Last timecover the topic of using io controller from cgroup v2. I thought about writing about the io controller this time too, but the functions of the io controller in cgroup v2 are more difficult than I imagined, and I did not have enough understanding to write an article, so this time I will start from. cgroup v2 I would like to talk about the CPU controller used[1]。
I wrote about the CPU controller in this series in 2014Chapter 4tea At that time there was no cgroup v2 yet, so cgroup v1[2]It was a used explanation
Later, cgroup v2 was implemented, and many features that can only be used with cgroup v2 were implemented.Last timeThe same applies to the cooperation between the io controller and the memory controller presented.
nonetheless, in fact, cgroup v1 and v2 CPU controllers have almost no functional difference. Features added after cgroup v2 became stable are also well implemented in v1[3].nonetheless, for cgroup v2, the interface file isChapter 49It follows the conventions presented in , and the specifications can be changed for the improvement of the details.
Therefore, this time, I would like to introduce the operation to limit CPU bandwidth from cgroup v2, and also introduce the functions that have been added since then. And let’s dig a little deeper into the features that limit the bandwidth we use in the CPU controller.
Bandwidth limitation is done by the CPU controller
Let’s start with a quick explanation of how a bandwidth limit is set and how it works.
In cgroup v2, the files in Table 1 are the main files used to limit bandwidth using the CPU controller. Method setting in v1 isChapter 4Please take a look.
parameter name | function | operate |
---|---|---|
cpu. |
The period used as the unit for the width limit and the limit value of this time unit. The format is “ “max 100000 “ |
reading and writing |
cpu. |
View CPU usage statistics by jobs in a cgroup | loaded |
In cgroup v1, each setting value had a separate file, and each file contained only one value. In contrast, v2 writes two values to a single file. It will output in the same format as it.Chapter 49explained inMultiple values are separated by spacesThe equivalent
cpu.
set the period and limit.setperiodBetween,limitThe CPU can only be used for the set time. This is the same as in v1.

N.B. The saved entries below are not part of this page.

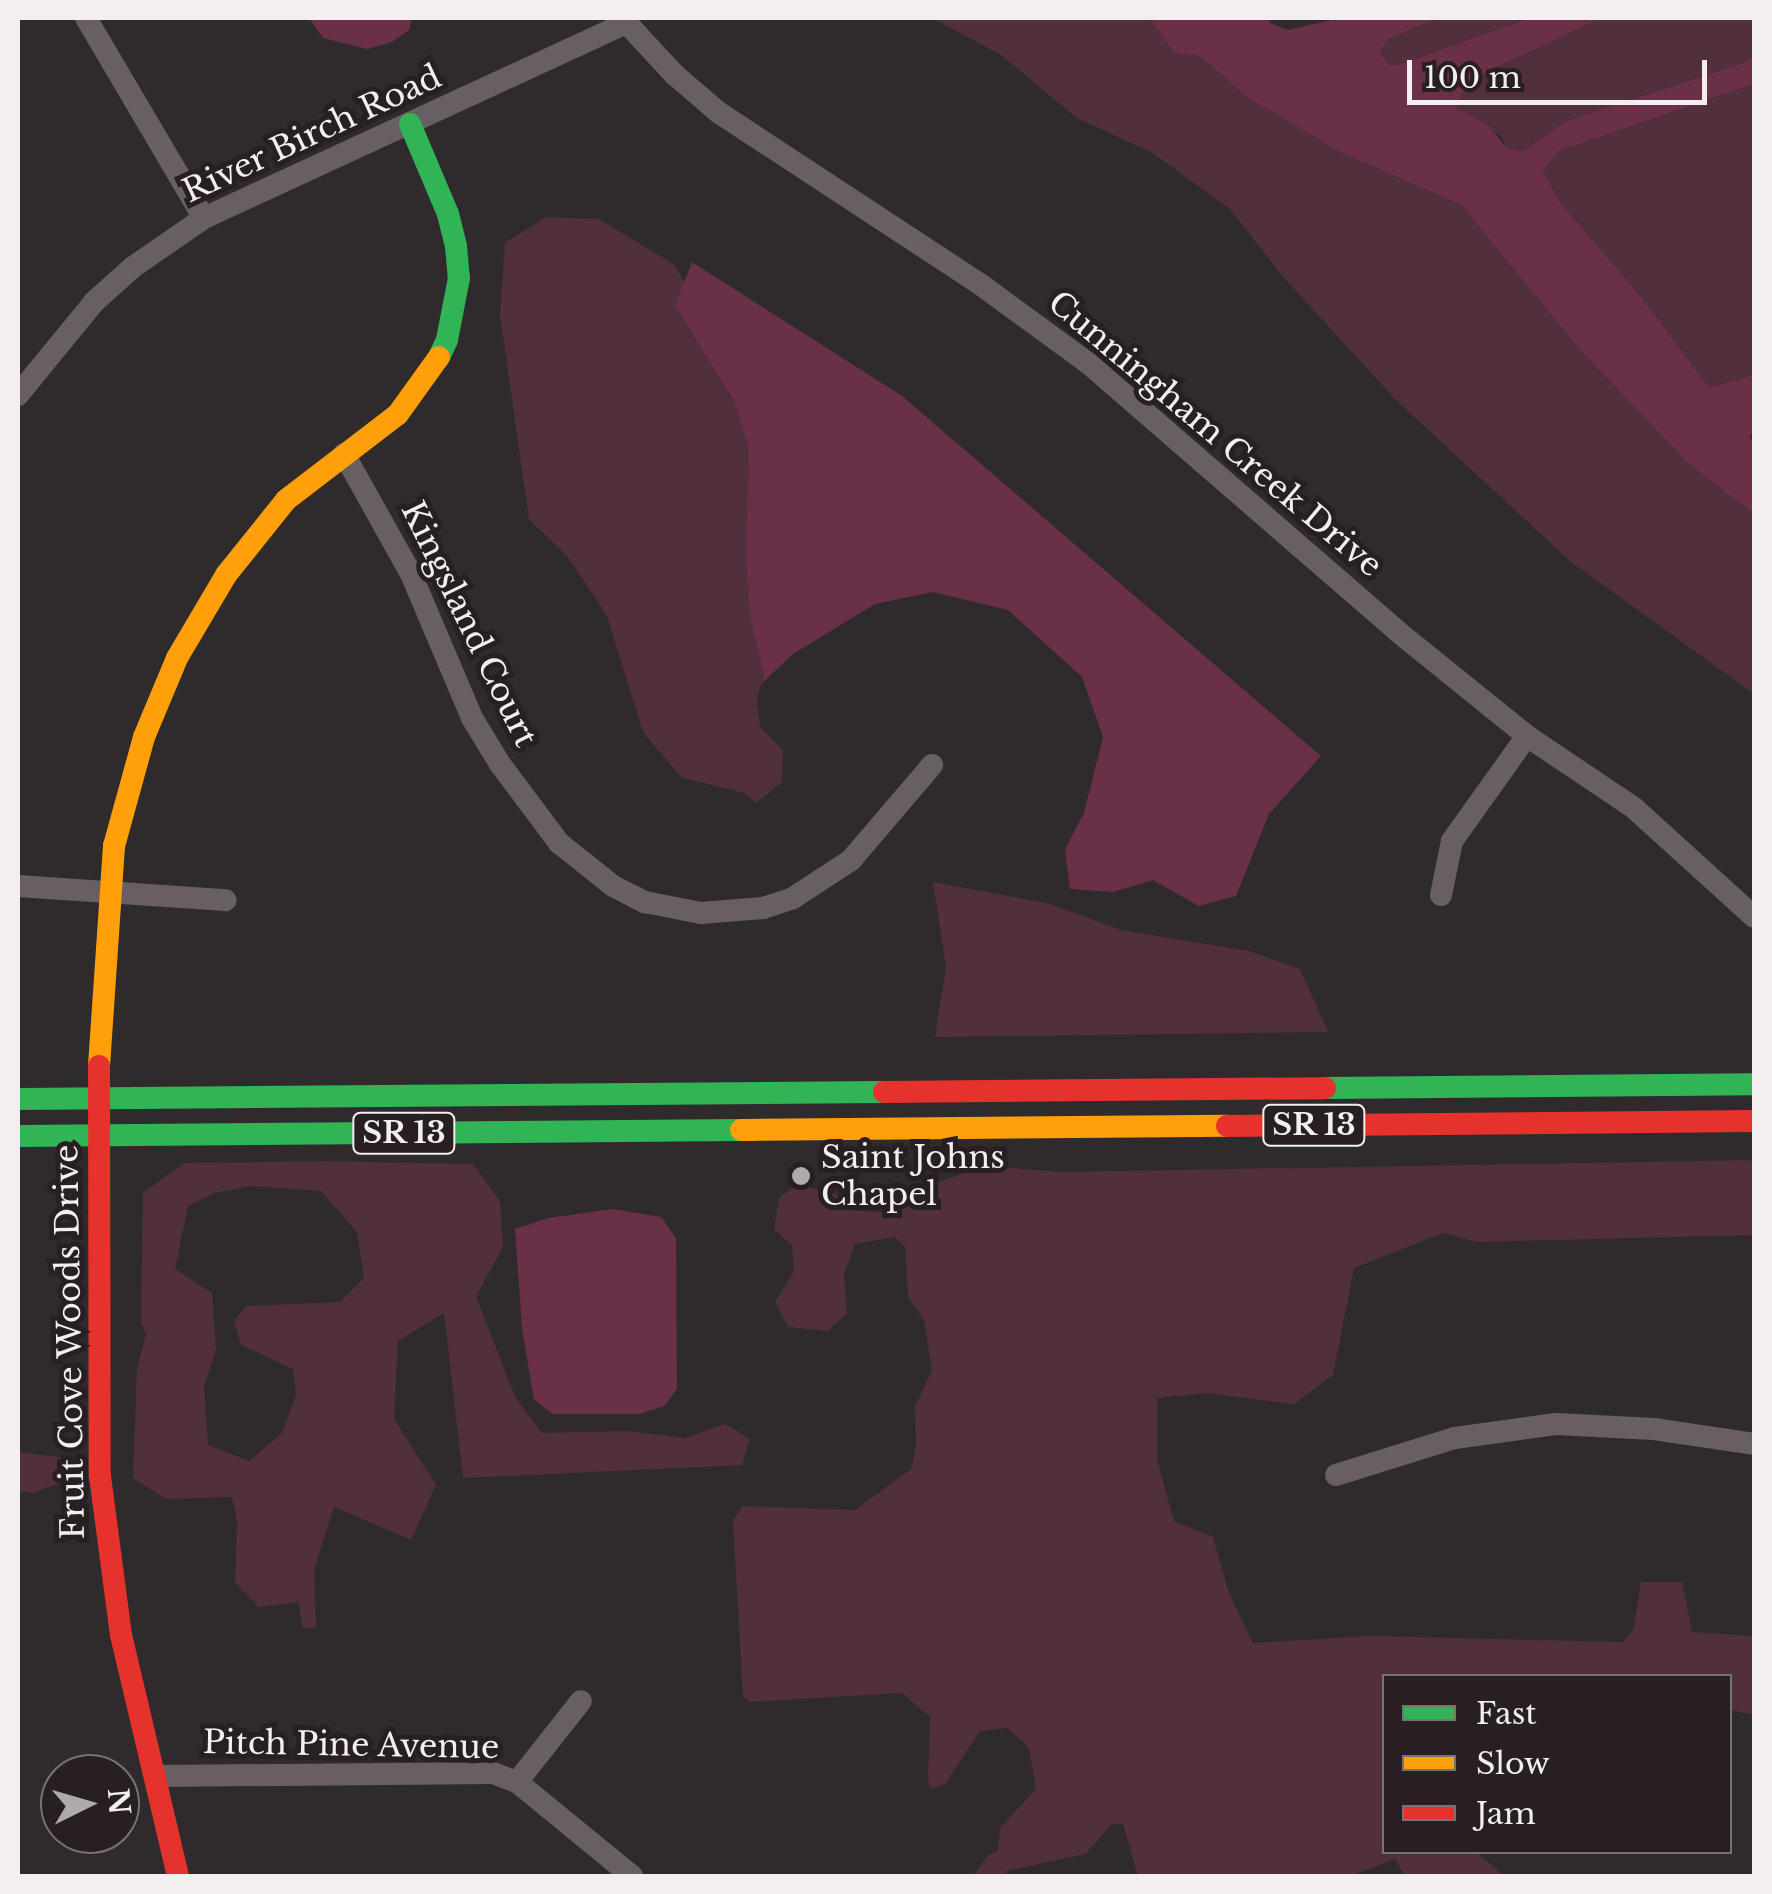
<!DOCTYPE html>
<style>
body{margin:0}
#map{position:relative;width:1772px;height:1894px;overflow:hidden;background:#2f2b2d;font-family:"Libre Baskerville",serif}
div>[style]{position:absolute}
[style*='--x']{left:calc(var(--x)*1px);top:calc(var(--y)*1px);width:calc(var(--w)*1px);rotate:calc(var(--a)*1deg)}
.green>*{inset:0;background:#522f3d}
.water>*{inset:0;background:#693048}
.street>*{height:22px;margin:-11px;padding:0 11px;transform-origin:11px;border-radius:11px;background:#685f63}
.fast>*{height:22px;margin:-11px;padding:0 11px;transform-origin:11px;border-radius:11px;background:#30b455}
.slow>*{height:22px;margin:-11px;padding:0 11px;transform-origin:11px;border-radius:11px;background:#ff9f0a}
.jam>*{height:22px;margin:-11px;padding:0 11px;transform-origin:11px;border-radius:11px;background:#e5322d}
.dots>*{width:28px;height:28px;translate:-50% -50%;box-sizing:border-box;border:5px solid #271f22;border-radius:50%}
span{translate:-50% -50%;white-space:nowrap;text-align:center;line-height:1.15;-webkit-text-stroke:10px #271f22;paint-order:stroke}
.shield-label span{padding:2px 8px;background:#271f22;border:2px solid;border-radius:8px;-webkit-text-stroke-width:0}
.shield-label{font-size:30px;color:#f3eeef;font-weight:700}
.street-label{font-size:32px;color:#f3eeef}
.poi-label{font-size:32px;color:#f3eeef}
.left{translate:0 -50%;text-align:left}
.frame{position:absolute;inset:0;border:20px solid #f3eeef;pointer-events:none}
.legend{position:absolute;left:1382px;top:1674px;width:350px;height:180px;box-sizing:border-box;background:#271f22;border:2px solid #797274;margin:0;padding:12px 18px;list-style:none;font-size:30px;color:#f3eeef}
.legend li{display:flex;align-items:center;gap:20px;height:50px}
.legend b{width:50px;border:2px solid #797274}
.north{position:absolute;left:40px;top:1754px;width:100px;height:100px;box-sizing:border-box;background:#271f22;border:2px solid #797274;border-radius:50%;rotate:85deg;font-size:28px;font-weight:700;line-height:40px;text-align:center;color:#f3eeef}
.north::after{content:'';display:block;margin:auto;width:35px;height:45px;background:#aeaaab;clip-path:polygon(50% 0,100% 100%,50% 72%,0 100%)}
.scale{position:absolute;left:1407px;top:60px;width:300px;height:45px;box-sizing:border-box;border:5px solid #f3eeef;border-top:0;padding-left:12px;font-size:30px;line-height:35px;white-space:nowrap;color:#f3eeef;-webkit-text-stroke:8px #271f22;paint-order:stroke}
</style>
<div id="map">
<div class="green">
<i style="clip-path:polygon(932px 18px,1150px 18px,1174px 53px,1200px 56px,1248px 98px,1342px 153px,1461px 205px,1581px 351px,1689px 464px,1754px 514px,1754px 694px,1570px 561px,1396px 400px,1285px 279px,1230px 209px,1151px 152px,1077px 118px,1001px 55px)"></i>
<i style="clip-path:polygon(1439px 18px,1529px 18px,1398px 65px,1388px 64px,1380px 52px,1388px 39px)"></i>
<i style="clip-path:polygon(1601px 18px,1754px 18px,1754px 55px,1746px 62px,1566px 121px,1523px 151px,1508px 150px,1501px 136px,1456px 108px,1468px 81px)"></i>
<i style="clip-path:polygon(1754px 84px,1754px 375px,1709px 389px,1639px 294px,1558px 200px,1543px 170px,1559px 151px)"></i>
<i style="clip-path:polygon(546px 217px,599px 219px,673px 264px,685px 282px,675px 306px,734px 401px,749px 449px,750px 617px,764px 674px,757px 699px,760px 727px,783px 750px,782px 782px,756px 803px,745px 793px,682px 778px,643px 732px,607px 616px,568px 557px,529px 519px,500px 314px,505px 243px)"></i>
<i style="clip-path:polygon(933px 882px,1047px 903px,1121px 930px,1249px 951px,1300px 969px,1328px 1032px,935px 1037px,946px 967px)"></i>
<i style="clip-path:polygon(1754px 1160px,1754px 1235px,1477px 1242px,1443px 1233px,1354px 1268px,1333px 1375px,1294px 1404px,1208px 1393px,1157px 1398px,1157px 1459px,1174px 1521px,1213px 1537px,1229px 1593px,1253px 1643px,1368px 1636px,1623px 1642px,1634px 1628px,1641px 1582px,1682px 1582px,1692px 1632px,1754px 1636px,1754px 1715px,1730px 1710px,1730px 1676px,1384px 1676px,1384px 1852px,1476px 1852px,1504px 1876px,1405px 1876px,1395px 1859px,1350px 1876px,1138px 1876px,1123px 1824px,1112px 1824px,1085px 1854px,1007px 1871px,1006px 1876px,973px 1876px,988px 1855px,998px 1851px,1000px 1828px,1036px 1789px,1029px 1748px,1008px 1728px,980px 1731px,945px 1784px,931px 1789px,928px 1782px,930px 1717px,902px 1693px,751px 1702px,743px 1696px,733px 1521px,742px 1506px,855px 1510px,911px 1469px,916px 1447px,915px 1407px,932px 1370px,924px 1320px,908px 1297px,905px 1247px,895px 1237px,855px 1244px,844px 1275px,847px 1313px,828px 1331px,788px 1327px,775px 1302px,794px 1271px,792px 1245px,774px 1229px,779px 1198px,797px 1184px,835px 1194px,850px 1210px,895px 1213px,932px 1184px,986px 1166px,1061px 1172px)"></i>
<i style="clip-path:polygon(evenodd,325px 1161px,473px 1164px,500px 1201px,503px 1247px,476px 1296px,515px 1397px,542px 1433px,627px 1431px,685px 1438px,725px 1424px,750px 1439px,742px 1465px,463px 1478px,444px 1313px,398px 1341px,394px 1419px,436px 1485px,411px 1540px,334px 1507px,314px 1569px,316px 1628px,303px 1628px,298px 1602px,259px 1607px,235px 1583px,237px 1521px,232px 1497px,166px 1499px,133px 1478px,137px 1368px,146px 1335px,141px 1323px,143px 1193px,184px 1163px,325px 1161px,251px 1186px,321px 1191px,357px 1232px,364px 1278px,340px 1302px,246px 1306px,234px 1321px,241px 1345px,293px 1369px,296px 1395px,282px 1433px,249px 1461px,208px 1445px,204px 1387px,216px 1349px,212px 1293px,175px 1269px,188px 1206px,214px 1193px,251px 1186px)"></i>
<i style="clip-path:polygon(18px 1452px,65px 1458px,67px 1480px,32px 1493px,18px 1491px)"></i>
</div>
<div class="water">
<i style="clip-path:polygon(309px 18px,412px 18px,409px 30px,392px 42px,367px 49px,323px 38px)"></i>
<i style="clip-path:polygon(1150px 18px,1268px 18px,1270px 23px,1288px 30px,1340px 18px,1439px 18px,1388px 39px,1380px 52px,1388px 64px,1398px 65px,1529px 18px,1601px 18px,1468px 81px,1456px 108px,1486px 123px,1508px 149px,1523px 151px,1566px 121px,1746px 62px,1754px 55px,1754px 84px,1559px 151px,1543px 170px,1558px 200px,1639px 294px,1709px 388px,1754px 375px,1754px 430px,1750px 437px,1754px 444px,1754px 514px,1689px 464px,1581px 351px,1461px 205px,1342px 153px,1248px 98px,1200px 56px,1174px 53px)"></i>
<i style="clip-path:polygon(692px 262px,902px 396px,1321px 756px,1269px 814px,1236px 896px,1199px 906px,1153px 880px,1113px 892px,1070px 889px,1065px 849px,1084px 813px,1103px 737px,1082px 677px,1008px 610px,933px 592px,875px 604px,793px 654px,762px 683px,764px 674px,750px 617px,746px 554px,749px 449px,734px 401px,675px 306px)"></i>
<i style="clip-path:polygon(613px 1209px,661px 1217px,676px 1238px,677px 1389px,664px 1406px,640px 1414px,553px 1414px,534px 1400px,522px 1328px,515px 1229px,548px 1218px)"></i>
</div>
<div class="street">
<i style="--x:86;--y:18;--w:232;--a:59.5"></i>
<i style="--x:622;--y:18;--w:78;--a:47.1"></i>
<i style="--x:675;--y:75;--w:57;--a:40.7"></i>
<i style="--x:718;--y:112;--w:318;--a:33.3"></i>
<i style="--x:984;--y:287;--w:129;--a:36.2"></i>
<i style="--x:1088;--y:363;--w:409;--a:40.9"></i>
<i style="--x:1397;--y:631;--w:167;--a:38.9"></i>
<i style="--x:1527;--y:736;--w:129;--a:33.9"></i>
<i style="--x:1634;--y:808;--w:162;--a:42.2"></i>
<i style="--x:18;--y:395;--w:120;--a:-50.7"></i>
<i style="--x:94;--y:302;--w:52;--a:-41.9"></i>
<i style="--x:133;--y:267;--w:86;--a:-34.6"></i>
<i style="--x:204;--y:218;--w:465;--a:-24.8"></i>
<i style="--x:344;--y:454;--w:137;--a:60.8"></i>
<i style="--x:411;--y:574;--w:156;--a:67"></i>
<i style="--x:472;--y:718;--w:54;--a:58.7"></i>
<i style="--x:500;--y:764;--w:99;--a:53.2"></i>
<i style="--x:559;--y:843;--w:69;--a:38.5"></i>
<i style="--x:613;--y:886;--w:36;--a:27"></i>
<i style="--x:645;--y:902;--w:57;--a:11.1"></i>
<i style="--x:701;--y:913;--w:62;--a:-4.6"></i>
<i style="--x:763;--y:908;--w:32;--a:-18"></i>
<i style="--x:793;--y:898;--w:69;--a:-33.2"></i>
<i style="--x:851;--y:860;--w:125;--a:-49.5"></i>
<i style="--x:18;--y:886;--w:208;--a:3.9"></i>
<i style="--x:1441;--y:895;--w:55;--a:-78.5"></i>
<i style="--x:1452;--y:841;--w:129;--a:-54.5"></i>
<i style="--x:1336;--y:1475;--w:125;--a:-17.3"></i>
<i style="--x:1455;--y:1438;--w:102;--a:-7.9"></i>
<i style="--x:1556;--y:1424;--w:98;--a:2.9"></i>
<i style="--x:1654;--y:1429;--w:101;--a:8.5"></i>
<i style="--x:155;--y:1776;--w:338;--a:-0.5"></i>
<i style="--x:493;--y:1773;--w:26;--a:21"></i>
<i style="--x:517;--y:1782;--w:149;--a:39.3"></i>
<i style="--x:517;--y:1782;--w:103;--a:-51.7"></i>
</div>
<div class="fast">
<i style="--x:410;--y:124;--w:98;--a:67.1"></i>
<i style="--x:448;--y:214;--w:33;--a:76"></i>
<i style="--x:456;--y:246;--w:32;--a:85"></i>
<i style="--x:459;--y:278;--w:63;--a:101"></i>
<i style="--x:447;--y:340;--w:19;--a:115"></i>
<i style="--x:1325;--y:1088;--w:429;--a:-0.5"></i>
<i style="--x:18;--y:1099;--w:866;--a:-0.46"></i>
<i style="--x:18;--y:1136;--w:723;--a:-0.48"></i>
</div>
<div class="slow">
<i style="--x:99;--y:1066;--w:221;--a:-86.1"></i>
<i style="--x:114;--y:846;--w:113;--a:-74.6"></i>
<i style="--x:144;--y:737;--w:86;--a:-67.3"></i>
<i style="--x:177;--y:658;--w:96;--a:-59.4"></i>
<i style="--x:226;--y:575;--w:96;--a:-51.3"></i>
<i style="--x:286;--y:500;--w:141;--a:-37.5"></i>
<i style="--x:398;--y:414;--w:70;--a:-54.3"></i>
<i style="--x:741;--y:1130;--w:486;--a:-0.5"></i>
</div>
<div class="jam">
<i style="--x:99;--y:1066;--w:410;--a:89.9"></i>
<i style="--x:100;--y:1476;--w:160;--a:82.5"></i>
<i style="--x:121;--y:1635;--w:248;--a:76.7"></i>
<i style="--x:884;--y:1092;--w:441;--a:-0.5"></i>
<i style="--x:1227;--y:1126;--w:527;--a:-0.54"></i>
</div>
<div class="dots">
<i style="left:801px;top:1176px;background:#aeaaab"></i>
</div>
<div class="shield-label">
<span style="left:1314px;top:1125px">SR 13</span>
<span style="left:404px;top:1133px">SR 13</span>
</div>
<div class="street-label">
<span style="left:312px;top:134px;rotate:-25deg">River Birch Road</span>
<span style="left:1215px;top:434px;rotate:40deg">Cunningham Creek Drive</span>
<span style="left:469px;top:624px;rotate:64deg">Kingsland Court</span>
<span style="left:70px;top:1342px;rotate:-91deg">Fruit Cove Woods Drive</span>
<span style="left:351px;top:1745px;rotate:1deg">Pitch Pine Avenue</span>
</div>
<div class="poi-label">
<span class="left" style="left:821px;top:1176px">Saint Johns<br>Chapel</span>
</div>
<div class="frame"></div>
<ul class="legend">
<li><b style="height:12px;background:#30b455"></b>Fast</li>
<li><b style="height:12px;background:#ff9f0a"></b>Slow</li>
<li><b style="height:12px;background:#e5322d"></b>Jam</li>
</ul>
<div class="north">N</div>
<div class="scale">100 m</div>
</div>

Default value is 100 ms duration, no limitmax
string set.max
means unlimited.
The limit set here is per CPU. If you have an environment with multiple CPU cores and want to limit to 2 CPUs when the period is set to 100 ms, use “200000 100000
“will put
Simply illustratedFigure 1It seems. here as a period100000
but 1)50000
is put
Let’s say you have a job that needs 200 ms to work. If only this task can use the CPU, if the limit value is not set, see Figure 1-1)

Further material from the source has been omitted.